The American suffered the worst defeat of her career last week when she lost 6-1 6-0 to Johanna Konta in San Jose. The 23 grand slam champion clearly wasn’t at her best and it now turns out that she had personal problems to deal with as this is the reason for her withdrawal in Montreal next week.

The recent Wimbledon finalist also felt that she could not play Montreal and Cincinnati in back to back weeks as she continues her comeback from pregnancy.

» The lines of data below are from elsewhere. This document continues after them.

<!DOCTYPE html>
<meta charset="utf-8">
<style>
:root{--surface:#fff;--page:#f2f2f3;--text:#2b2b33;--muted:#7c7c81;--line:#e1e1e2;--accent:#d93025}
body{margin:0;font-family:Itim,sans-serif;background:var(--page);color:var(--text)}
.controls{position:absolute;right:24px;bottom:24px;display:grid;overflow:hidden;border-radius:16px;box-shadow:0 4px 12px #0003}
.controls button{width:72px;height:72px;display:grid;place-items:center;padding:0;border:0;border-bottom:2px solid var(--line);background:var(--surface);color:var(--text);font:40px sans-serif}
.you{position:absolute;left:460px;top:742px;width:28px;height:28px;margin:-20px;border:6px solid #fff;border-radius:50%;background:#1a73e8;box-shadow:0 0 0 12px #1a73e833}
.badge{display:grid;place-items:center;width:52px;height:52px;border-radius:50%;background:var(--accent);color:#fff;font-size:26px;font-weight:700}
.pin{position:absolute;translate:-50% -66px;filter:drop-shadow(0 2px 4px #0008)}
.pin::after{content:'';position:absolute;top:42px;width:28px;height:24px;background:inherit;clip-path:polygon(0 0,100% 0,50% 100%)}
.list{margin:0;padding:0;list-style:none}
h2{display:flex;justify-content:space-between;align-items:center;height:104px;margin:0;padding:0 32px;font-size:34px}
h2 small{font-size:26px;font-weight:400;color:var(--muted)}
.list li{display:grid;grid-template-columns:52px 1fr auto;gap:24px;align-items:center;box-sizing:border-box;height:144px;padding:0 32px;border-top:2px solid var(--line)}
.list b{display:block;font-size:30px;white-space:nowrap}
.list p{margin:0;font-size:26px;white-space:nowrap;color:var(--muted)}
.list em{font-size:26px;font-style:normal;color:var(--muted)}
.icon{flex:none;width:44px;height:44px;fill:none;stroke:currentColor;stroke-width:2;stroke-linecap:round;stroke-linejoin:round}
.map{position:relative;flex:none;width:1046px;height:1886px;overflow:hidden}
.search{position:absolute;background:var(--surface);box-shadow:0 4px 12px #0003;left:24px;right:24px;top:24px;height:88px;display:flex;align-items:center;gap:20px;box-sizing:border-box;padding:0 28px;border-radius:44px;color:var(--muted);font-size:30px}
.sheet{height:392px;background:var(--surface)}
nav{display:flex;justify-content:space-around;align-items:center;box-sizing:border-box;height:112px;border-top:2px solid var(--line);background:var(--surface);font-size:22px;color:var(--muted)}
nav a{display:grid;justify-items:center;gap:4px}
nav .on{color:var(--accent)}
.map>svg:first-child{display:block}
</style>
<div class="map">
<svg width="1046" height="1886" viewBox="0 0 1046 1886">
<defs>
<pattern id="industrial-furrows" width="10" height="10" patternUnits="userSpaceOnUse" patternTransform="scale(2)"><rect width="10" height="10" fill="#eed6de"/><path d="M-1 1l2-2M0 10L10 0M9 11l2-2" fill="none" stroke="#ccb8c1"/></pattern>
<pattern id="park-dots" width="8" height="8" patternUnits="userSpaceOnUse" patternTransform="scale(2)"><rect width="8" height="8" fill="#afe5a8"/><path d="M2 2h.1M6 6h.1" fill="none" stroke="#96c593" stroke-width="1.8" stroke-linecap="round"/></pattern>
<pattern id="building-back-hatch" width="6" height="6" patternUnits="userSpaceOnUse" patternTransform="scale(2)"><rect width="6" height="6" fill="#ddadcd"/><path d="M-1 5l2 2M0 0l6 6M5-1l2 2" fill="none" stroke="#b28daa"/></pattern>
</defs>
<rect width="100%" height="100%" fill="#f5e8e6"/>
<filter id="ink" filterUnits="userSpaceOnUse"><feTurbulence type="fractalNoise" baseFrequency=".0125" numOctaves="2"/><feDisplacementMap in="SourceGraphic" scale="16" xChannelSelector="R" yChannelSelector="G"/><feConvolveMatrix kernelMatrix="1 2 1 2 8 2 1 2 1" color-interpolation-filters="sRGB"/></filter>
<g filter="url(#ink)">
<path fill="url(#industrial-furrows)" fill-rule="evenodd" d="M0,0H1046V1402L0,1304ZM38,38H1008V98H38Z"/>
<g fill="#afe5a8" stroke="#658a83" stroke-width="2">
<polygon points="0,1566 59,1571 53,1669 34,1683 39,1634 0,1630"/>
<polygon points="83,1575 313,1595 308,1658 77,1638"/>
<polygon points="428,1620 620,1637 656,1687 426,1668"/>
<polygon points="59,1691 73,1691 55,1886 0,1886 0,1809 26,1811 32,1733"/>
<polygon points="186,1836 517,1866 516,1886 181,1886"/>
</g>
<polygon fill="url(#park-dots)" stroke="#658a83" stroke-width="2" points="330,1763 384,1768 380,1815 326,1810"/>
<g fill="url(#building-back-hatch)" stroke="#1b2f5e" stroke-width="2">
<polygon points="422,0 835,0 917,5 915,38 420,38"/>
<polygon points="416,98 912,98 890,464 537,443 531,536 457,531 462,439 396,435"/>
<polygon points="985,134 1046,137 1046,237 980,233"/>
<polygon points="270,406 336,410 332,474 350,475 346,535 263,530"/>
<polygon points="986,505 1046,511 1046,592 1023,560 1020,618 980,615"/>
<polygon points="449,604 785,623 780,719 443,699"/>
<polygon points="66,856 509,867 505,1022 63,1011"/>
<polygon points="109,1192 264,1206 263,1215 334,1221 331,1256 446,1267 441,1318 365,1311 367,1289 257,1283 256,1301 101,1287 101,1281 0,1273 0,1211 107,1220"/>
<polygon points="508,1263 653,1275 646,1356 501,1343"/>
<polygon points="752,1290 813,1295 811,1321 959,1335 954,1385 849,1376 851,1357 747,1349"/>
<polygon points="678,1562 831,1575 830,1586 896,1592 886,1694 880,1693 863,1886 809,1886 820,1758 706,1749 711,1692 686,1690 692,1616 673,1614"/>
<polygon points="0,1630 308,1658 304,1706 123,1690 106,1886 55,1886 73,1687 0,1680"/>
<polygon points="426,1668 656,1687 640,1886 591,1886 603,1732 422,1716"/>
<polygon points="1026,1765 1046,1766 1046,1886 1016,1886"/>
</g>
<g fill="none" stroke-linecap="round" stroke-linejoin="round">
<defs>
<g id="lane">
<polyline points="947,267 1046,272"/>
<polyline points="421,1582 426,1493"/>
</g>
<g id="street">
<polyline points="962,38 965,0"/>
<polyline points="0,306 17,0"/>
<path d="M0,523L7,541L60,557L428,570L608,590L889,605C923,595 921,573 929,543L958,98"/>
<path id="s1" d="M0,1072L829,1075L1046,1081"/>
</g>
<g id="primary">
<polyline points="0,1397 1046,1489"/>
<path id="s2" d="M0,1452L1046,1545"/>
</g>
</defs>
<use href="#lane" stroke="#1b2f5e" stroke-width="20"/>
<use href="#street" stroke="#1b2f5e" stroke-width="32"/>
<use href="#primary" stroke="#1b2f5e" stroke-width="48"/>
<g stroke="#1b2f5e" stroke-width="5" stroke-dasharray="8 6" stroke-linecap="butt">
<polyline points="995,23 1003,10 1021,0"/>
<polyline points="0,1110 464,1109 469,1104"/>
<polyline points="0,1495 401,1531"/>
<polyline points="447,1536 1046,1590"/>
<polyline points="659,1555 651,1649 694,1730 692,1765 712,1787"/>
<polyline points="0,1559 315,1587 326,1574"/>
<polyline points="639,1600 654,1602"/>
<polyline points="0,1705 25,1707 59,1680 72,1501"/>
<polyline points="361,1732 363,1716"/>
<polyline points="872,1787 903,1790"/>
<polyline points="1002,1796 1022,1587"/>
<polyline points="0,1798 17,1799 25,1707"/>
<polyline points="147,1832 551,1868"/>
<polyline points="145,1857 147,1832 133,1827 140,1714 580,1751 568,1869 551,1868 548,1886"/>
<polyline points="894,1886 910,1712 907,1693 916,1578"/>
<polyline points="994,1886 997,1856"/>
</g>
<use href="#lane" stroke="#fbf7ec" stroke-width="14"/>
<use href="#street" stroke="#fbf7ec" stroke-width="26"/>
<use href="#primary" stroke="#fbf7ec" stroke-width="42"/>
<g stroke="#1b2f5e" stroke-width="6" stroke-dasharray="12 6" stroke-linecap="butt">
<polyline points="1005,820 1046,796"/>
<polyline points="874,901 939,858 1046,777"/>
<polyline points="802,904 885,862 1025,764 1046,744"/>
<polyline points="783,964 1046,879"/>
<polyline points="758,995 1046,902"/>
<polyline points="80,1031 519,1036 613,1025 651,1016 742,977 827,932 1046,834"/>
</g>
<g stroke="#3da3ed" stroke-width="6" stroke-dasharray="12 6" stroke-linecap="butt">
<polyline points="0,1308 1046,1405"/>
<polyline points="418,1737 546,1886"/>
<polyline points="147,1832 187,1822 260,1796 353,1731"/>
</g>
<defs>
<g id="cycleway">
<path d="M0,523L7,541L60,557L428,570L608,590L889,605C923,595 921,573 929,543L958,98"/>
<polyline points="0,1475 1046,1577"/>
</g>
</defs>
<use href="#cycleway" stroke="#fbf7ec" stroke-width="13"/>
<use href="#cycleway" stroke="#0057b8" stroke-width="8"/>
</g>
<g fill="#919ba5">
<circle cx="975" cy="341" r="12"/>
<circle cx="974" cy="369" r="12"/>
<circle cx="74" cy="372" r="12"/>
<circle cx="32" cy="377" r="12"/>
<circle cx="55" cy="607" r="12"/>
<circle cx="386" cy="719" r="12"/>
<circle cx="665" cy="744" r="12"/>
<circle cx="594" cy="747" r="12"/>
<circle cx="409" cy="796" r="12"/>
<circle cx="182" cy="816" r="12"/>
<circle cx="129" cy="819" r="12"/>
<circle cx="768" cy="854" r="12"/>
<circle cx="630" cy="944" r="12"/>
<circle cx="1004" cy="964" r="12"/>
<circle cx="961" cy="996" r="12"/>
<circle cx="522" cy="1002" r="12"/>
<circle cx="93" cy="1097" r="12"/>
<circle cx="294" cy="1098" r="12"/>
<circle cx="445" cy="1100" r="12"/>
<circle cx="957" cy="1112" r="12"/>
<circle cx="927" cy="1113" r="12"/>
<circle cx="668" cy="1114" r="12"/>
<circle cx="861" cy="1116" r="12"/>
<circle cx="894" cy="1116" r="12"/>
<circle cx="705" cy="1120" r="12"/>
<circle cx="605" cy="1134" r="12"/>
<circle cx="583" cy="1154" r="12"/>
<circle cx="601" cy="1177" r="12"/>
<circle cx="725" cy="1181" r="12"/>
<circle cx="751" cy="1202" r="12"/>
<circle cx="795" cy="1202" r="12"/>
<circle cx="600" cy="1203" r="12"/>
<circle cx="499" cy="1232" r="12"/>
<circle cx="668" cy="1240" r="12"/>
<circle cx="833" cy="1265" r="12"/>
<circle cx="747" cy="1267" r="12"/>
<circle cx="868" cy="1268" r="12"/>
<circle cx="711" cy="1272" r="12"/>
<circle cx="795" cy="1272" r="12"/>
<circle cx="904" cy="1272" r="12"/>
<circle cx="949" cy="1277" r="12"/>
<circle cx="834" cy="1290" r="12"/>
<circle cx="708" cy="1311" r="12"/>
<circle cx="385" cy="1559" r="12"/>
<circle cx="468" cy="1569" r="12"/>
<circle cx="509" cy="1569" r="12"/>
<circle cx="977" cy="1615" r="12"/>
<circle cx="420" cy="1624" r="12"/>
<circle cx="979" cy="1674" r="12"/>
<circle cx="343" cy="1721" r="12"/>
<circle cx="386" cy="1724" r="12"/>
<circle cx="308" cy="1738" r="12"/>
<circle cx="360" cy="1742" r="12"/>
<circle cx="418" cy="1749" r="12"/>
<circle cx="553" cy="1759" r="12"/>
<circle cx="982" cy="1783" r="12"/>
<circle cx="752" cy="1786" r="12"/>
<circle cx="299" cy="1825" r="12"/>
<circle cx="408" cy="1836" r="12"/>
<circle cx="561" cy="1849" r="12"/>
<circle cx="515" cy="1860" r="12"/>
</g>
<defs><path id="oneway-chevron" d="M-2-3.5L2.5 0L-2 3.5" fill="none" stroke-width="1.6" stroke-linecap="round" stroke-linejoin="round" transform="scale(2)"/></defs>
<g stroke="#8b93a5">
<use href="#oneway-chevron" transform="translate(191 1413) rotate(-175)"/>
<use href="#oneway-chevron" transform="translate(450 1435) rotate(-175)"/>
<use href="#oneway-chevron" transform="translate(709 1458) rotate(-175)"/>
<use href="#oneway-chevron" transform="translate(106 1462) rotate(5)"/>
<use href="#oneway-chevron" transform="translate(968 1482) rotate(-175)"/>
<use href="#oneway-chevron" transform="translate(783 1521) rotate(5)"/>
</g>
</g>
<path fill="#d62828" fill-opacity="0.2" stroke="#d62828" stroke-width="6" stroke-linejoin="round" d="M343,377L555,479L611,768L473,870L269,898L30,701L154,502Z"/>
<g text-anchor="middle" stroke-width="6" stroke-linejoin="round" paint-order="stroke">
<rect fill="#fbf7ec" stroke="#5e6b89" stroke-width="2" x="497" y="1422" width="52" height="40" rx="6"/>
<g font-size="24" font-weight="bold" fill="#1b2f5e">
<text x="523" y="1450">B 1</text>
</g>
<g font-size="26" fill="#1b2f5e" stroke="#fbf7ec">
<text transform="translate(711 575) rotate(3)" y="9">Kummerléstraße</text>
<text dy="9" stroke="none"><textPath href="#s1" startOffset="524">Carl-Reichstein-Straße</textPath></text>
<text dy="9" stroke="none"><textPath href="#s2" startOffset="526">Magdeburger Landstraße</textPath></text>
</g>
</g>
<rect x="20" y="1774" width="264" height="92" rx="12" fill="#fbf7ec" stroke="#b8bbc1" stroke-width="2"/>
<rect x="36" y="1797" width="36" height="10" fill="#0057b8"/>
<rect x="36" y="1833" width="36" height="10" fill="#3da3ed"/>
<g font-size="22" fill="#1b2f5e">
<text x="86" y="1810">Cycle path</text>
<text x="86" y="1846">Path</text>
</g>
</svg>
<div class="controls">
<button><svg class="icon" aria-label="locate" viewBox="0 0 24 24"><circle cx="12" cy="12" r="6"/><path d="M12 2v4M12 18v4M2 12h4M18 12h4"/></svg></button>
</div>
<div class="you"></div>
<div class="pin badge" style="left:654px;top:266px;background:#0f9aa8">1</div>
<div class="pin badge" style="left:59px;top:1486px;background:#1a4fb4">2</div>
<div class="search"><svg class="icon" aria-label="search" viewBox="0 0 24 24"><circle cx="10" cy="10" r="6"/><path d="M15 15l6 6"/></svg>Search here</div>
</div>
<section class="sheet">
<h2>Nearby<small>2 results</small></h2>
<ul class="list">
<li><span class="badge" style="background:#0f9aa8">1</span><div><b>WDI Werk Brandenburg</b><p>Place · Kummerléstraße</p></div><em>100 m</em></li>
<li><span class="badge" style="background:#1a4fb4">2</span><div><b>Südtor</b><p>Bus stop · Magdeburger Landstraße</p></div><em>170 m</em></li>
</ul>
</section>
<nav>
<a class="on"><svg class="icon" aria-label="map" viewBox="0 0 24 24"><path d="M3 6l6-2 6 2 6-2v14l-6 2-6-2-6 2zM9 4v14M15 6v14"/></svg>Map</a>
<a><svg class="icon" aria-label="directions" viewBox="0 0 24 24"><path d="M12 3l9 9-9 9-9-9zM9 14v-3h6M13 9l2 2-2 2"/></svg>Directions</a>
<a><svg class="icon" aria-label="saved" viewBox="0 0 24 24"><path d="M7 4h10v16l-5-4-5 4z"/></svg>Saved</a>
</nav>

The tournament director, Eugene Lapierre, admits that he is disappointed but still recognises the high quality field that is left, “Of course, we are disappointed that Serena will not be joining us, Fans were very much looking forward to seeing her in action,” explained Eugene.

“But beyond the disappointment, the tournament, as a whole, remains a high-level competition. The entire Top 10 is here, along with 22 of the Top 25. There are exciting matches in store from the outset.”

The American was set to play in Canada for the first time since 2015 before withdrawing today. The 23 time grand slam champion has played five events since returning from pregnancy and the results have been mixed as you can see below:

Indian Wells – Third Round

Miami – First Round

Roland Garros – Fourth Round

Wimbledon – Final

San Jose – First Round

Tatjana Maria will now replace Serena Williams in the main draw and the German faces Alize Cornet in the first round.